Women, Power, and Revolution (1998)
by Kathleen
Neal Cleaver
About
two weeks before I joined SNCC, "Black Power" replaced
"Freedom Now" as the battle cry. We, young women and young
men who flocked to the front lines of the war against segregation,
were contesting the remaining legacy of racial slavery. What we
sought to eliminate were the legal, social, psychological, economic,
and political limitations still being imposed on our human rights,
and on our rights as citizens. That was the context in which we
fought to remove limitations imposed by gender, clearly aware that it
could not be fought as a stand-alone issue.
During
that era, we hadn't developed much language to talk, about the
elimination of gender discrimination. Racism and poverty, imposed by
bloody terrorists backed by state power, seemed so overwhelming then,
and the ghastly backdrop of the war in Vietnam kept us alert as to
what was at stake. It was not that gender discrimination wasn't
apparent.
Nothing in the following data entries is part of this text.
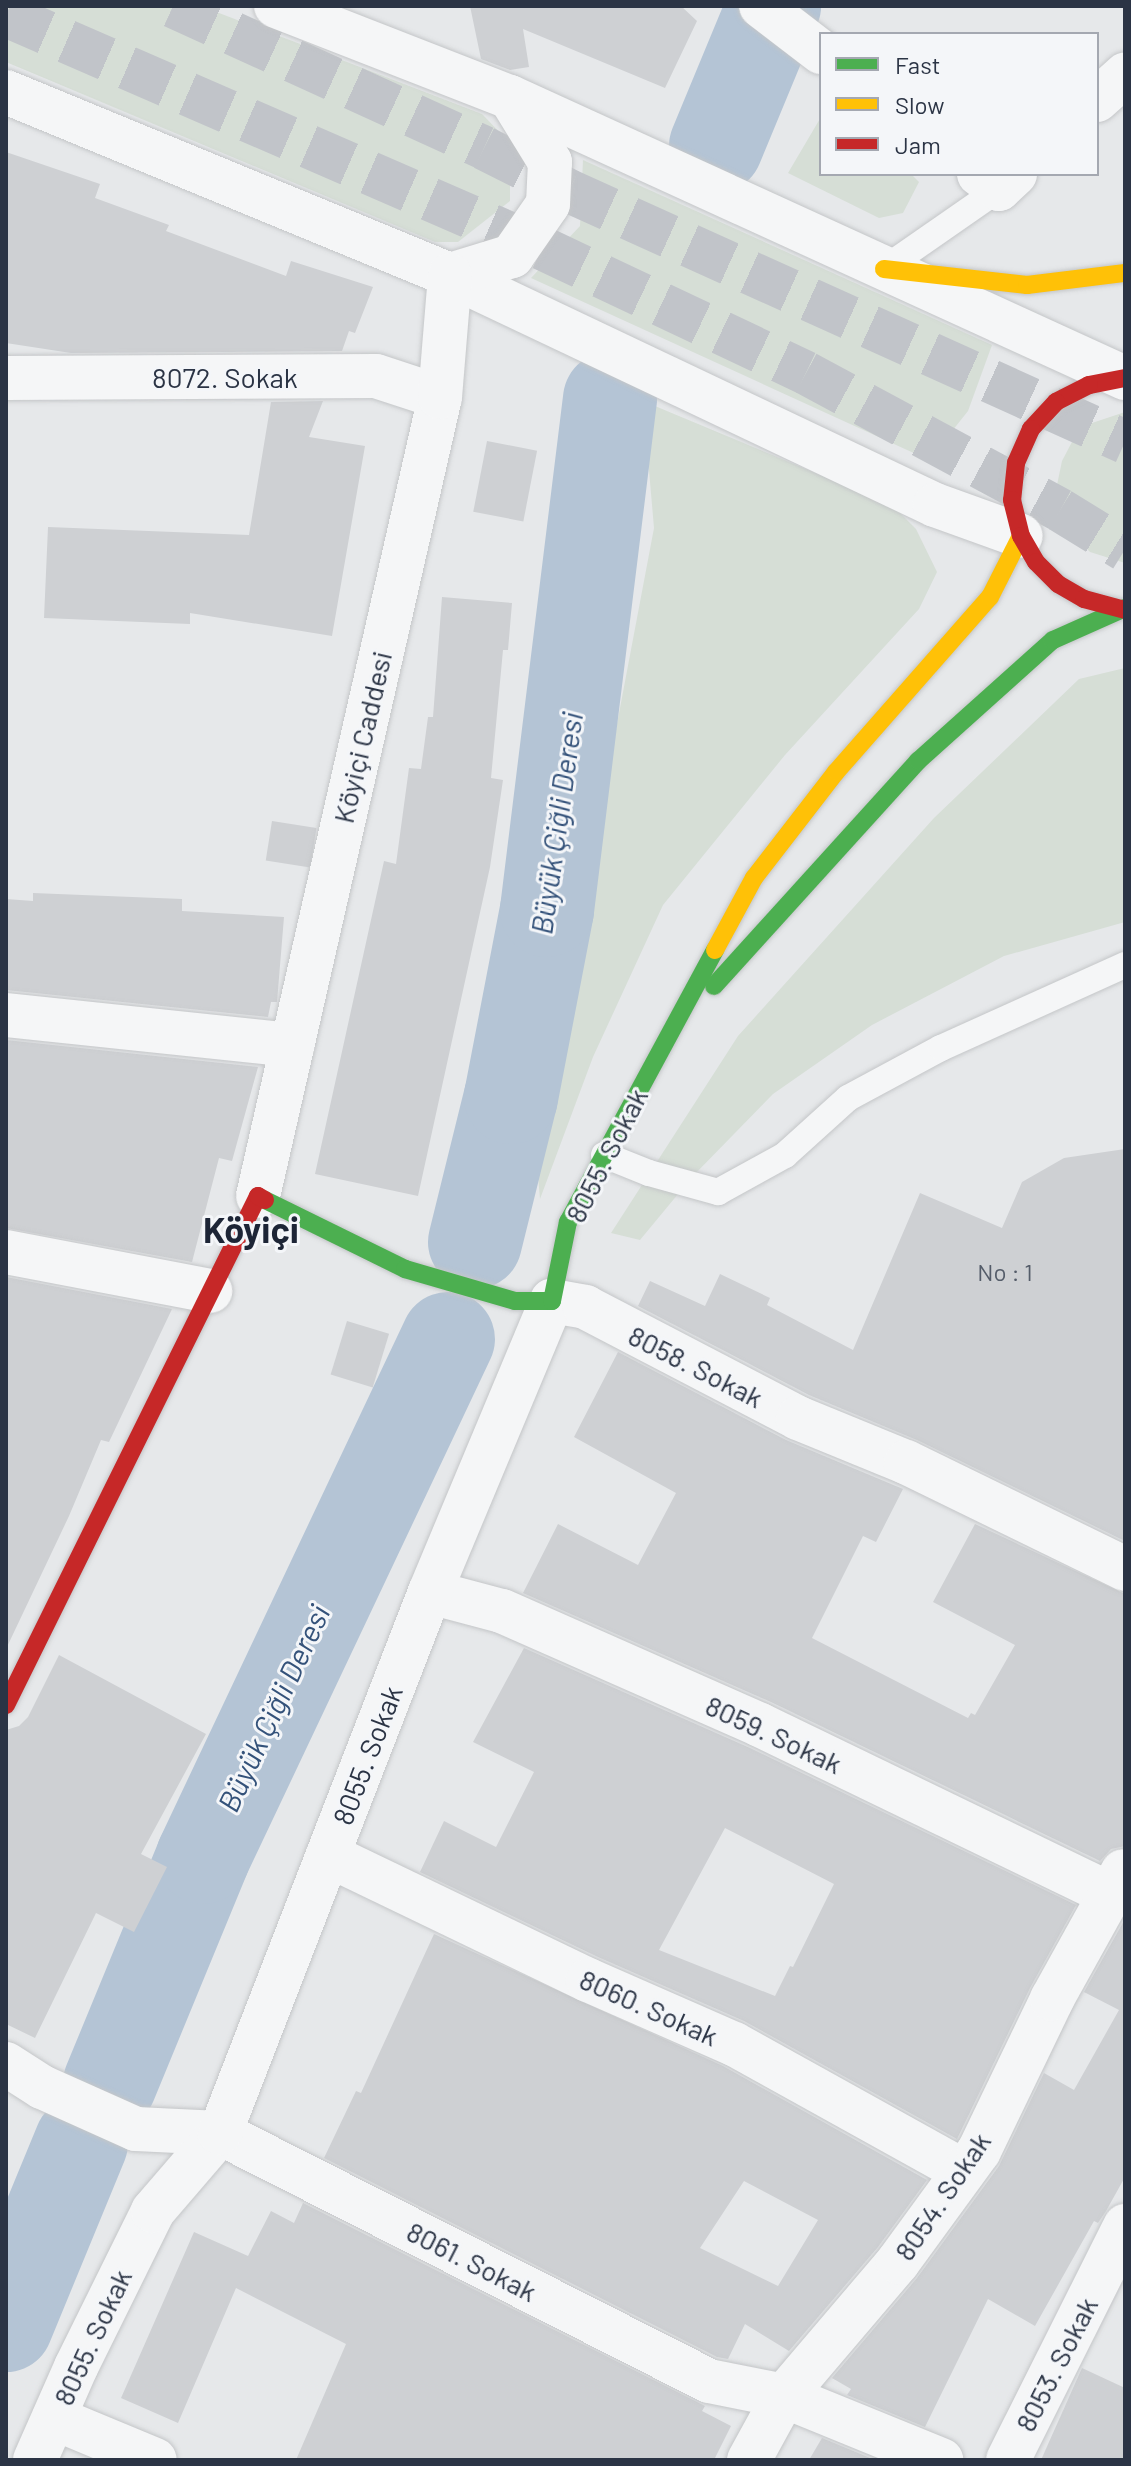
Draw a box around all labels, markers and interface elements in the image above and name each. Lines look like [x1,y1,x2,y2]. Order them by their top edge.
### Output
legend [819,32,1099,176]
text: Fast [895,50,940,79]
text: Slow [895,90,944,119]
text: Jam [895,130,941,159]
street label: 8072. Sokak [152,360,298,394]
street label: Köyiçi Caddesi [326,648,398,826]
water label: Büyük Çiğli Deresi [523,709,589,937]
street label: 8055. Sokak [558,1082,654,1228]
district label: Köyiçi [203,1207,299,1251]
house number: No : 1 [977,1258,1033,1286]
street label: 8058. Sokak [623,1318,769,1414]
water label: Büyük Çiğli Deresi [209,1599,337,1817]
street label: 8055. Sokak [325,1681,409,1829]
street label: 8059. Sokak [701,1688,847,1780]
street label: 8060. Sokak [575,1962,723,2052]
street label: 8054. Sokak [887,2126,997,2266]
street label: 8061. Sokak [401,2214,543,2308]
street label: 8055. Sokak [46,2264,138,2410]
street label: 8053. Sokak [1008,2291,1104,2437]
It was evident in the most intimate matters—separate
bathrooms marked "colored women" or "white ladies";
it was obvious in the facts that so many schools did not allow women
to attend, and that so many jobs were not available if you were a
woman. But from the early to mid-1960s, the first order of business
was not how to advance our cause as women but how to empower the
community of which we were a part, and how to protect our lives in
the process.
Being
in the Movement gave me and everyone who joined it a tremendous
education. That experience taught us how to understand the world
around us, how to think through the issues of what we could do on our
own to advance our peoples cause, how to organize our own people to
change the world around us, and how to stand up to terrorism.
Everything I learned in SNCC I took with me into the fledgling Black
Panther Party. I started working there in November 1967, three or
four weeks after Huey Newton was jailed on charges of killing an
Oakland policeman in a predawn shoot-out. I organized demonstrations.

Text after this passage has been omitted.